Valid 212-89 Dumps shared by EduDump.com for Helping Passing 212-89 Exam! EduDump.com now offer the newest 212-89 exam dumps, the EduDump.com 212-89 exam questions have been updated and answers have been corrected get the newest EduDump.com 212-89 dumps with Test Engine here:
GlobalCorp, a leading software development company, recently launched a cloud-based CRM application. However, within a week, customers reported unauthorized access incidents. On investigation, it was discovered that the vulnerability was due to improper session management, allowing session fixation attacks.
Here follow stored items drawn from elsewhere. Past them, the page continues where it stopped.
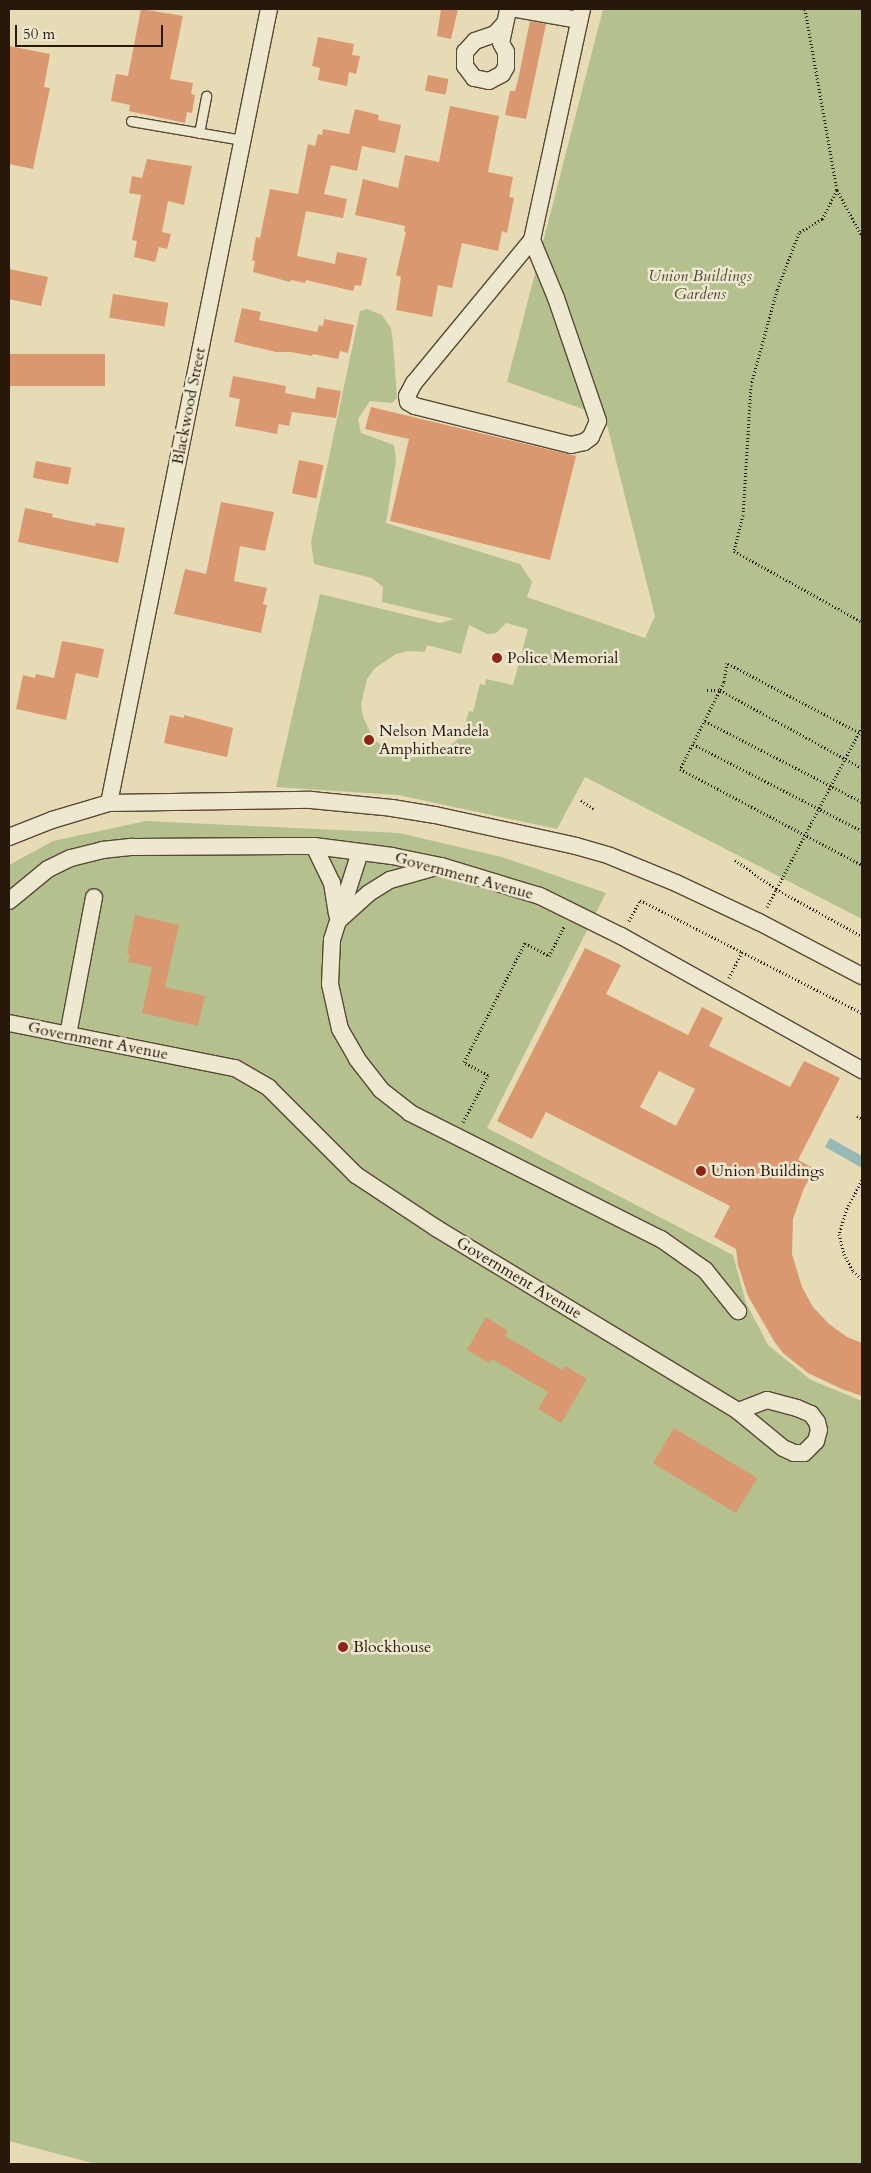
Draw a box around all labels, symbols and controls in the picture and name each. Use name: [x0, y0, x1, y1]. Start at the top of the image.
scale bar: [18, 15, 165, 47]
text: 50 m: [23, 24, 55, 44]
park label: Union Buildings Gardens: [648, 266, 752, 304]
street label: Blackwood Street: [168, 346, 210, 466]
place label: Police Memorial: [507, 648, 618, 668]
marker: Police Memorial: [491, 652, 503, 664]
place label: Nelson Mandela Amphitheatre: [379, 721, 489, 759]
marker: Nelson Mandela Amphitheatre: [363, 734, 375, 746]
street label: Government Avenue: [393, 848, 535, 904]
street label: Government Avenue: [26, 1018, 170, 1064]
place label: Union Buildings: [711, 1161, 824, 1181]
marker: Union Buildings: [695, 1165, 707, 1177]
street label: Government Avenue: [453, 1233, 585, 1323]
place label: Blockhouse: [353, 1637, 431, 1657]
marker: Blockhouse: [337, 1641, 349, 1653]

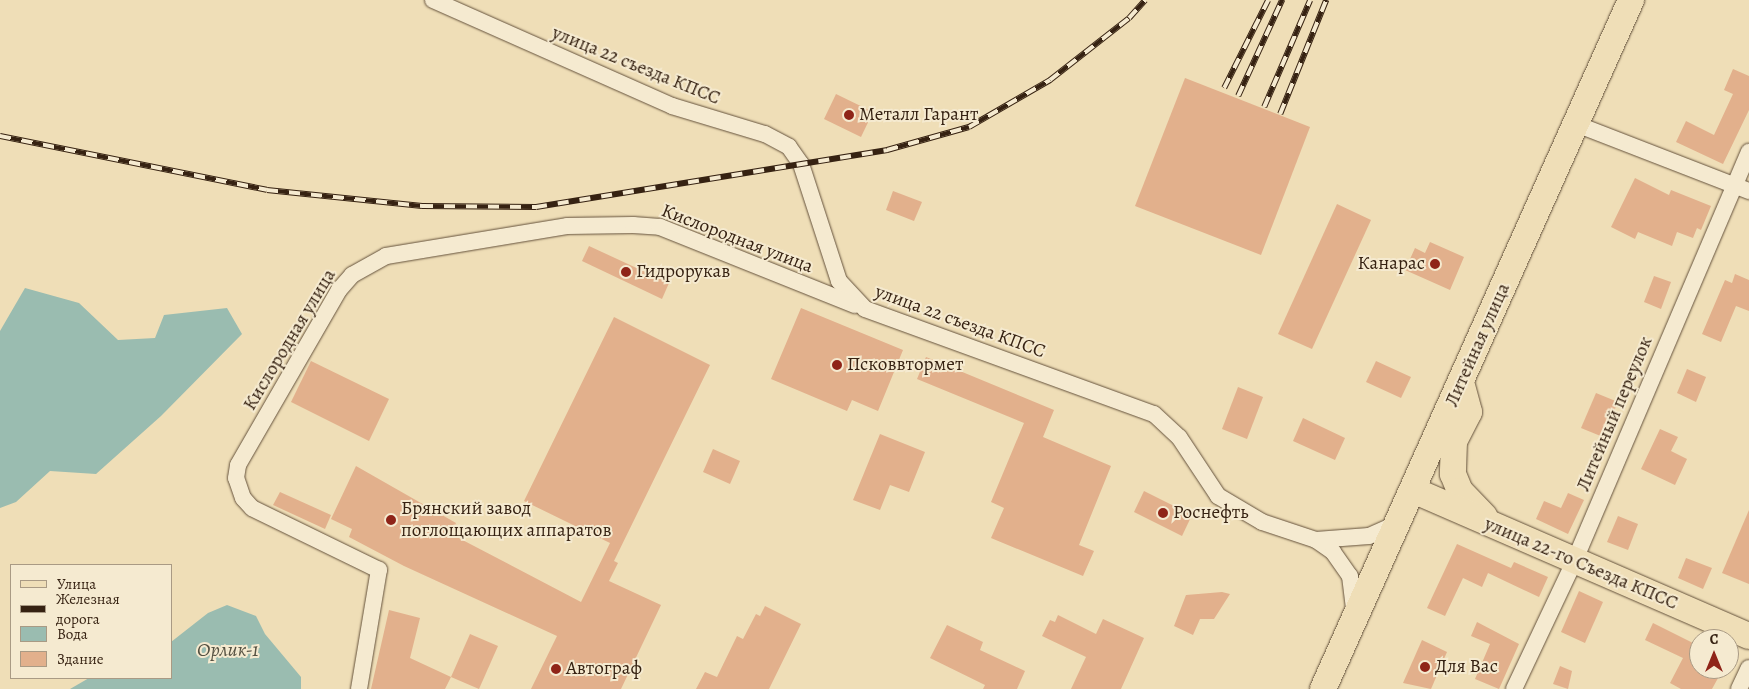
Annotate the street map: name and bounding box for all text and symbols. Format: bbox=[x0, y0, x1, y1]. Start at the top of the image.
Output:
street label: улица 22 съезда КПСС bbox=[549, 22, 723, 110]
place label: Металл Гарант bbox=[859, 104, 978, 126]
marker: Металл Гарант bbox=[843, 109, 855, 121]
street label: Кислородная улица bbox=[658, 200, 816, 278]
place label: Канарас bbox=[1358, 253, 1425, 275]
marker: Канарас bbox=[1429, 258, 1441, 270]
place label: Гидрорукав bbox=[636, 261, 730, 283]
street label: Кислородная улица bbox=[239, 265, 341, 415]
marker: Гидрорукав bbox=[620, 266, 632, 278]
street label: Литейная улица bbox=[1441, 280, 1515, 410]
street label: улица 22 съезда КПСС bbox=[872, 281, 1048, 363]
street label: Литейный переулок bbox=[1572, 333, 1658, 495]
place label: Псковвтормет bbox=[847, 354, 963, 376]
marker: Псковвтормет bbox=[831, 359, 843, 371]
place label: Брянский завод поглощающих аппаратов bbox=[401, 498, 611, 542]
place label: Роснефть bbox=[1173, 502, 1248, 524]
marker: Роснефть bbox=[1157, 507, 1169, 519]
street label: улица 22-го Съезда КПСС bbox=[1481, 513, 1681, 615]
marker: Брянский завод поглощающих аппаратов bbox=[385, 514, 397, 526]
legend bbox=[10, 564, 172, 679]
text: Улица bbox=[57, 574, 96, 594]
text: Железная дорога bbox=[56, 589, 120, 629]
text: Вода bbox=[57, 624, 88, 644]
north arrow bbox=[1689, 629, 1739, 679]
text: С bbox=[1710, 630, 1718, 649]
water label: Орлик-1 bbox=[197, 637, 259, 661]
text: Здание bbox=[57, 649, 104, 669]
place label: Для Вас bbox=[1435, 656, 1498, 678]
place label: Автограф bbox=[566, 658, 642, 680]
marker: Для Вас bbox=[1419, 661, 1431, 673]
marker: Автограф bbox=[550, 663, 562, 675]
How should GlobalCorp address this vulnerability?
Correct Answer: B
Comprehensive and Detailed Explanation (ECIH-aligned): This scenario involves a session fixation vulnerability, a well-known web application attack where an attacker forces or predicts a session identifier and then tricks a user into authenticating with that session. According to the ECIH web application security module, proper session management is essential to prevent such attacks. Option B is correct because rotating or regenerating session tokens immediately after successful authentication ensures that any session identifier known to an attacker becomes invalid. This breaks the attack chain inherent in session fixation attacks. ECIH explicitly identifies session regeneration as a primary mitigation control. Option A helps against automated abuse but does not address session reuse. Option C strengthens authentication but does not prevent session hijacking. Option D improves confidentiality but does not prevent fixation if the same session ID remains valid. ECIH stresses that authentication and session management must be treated as distinct security controls. Even strong passwords cannot protect against flawed session handling. Therefore, regenerating session tokens post- login is the correct and most effective remediation.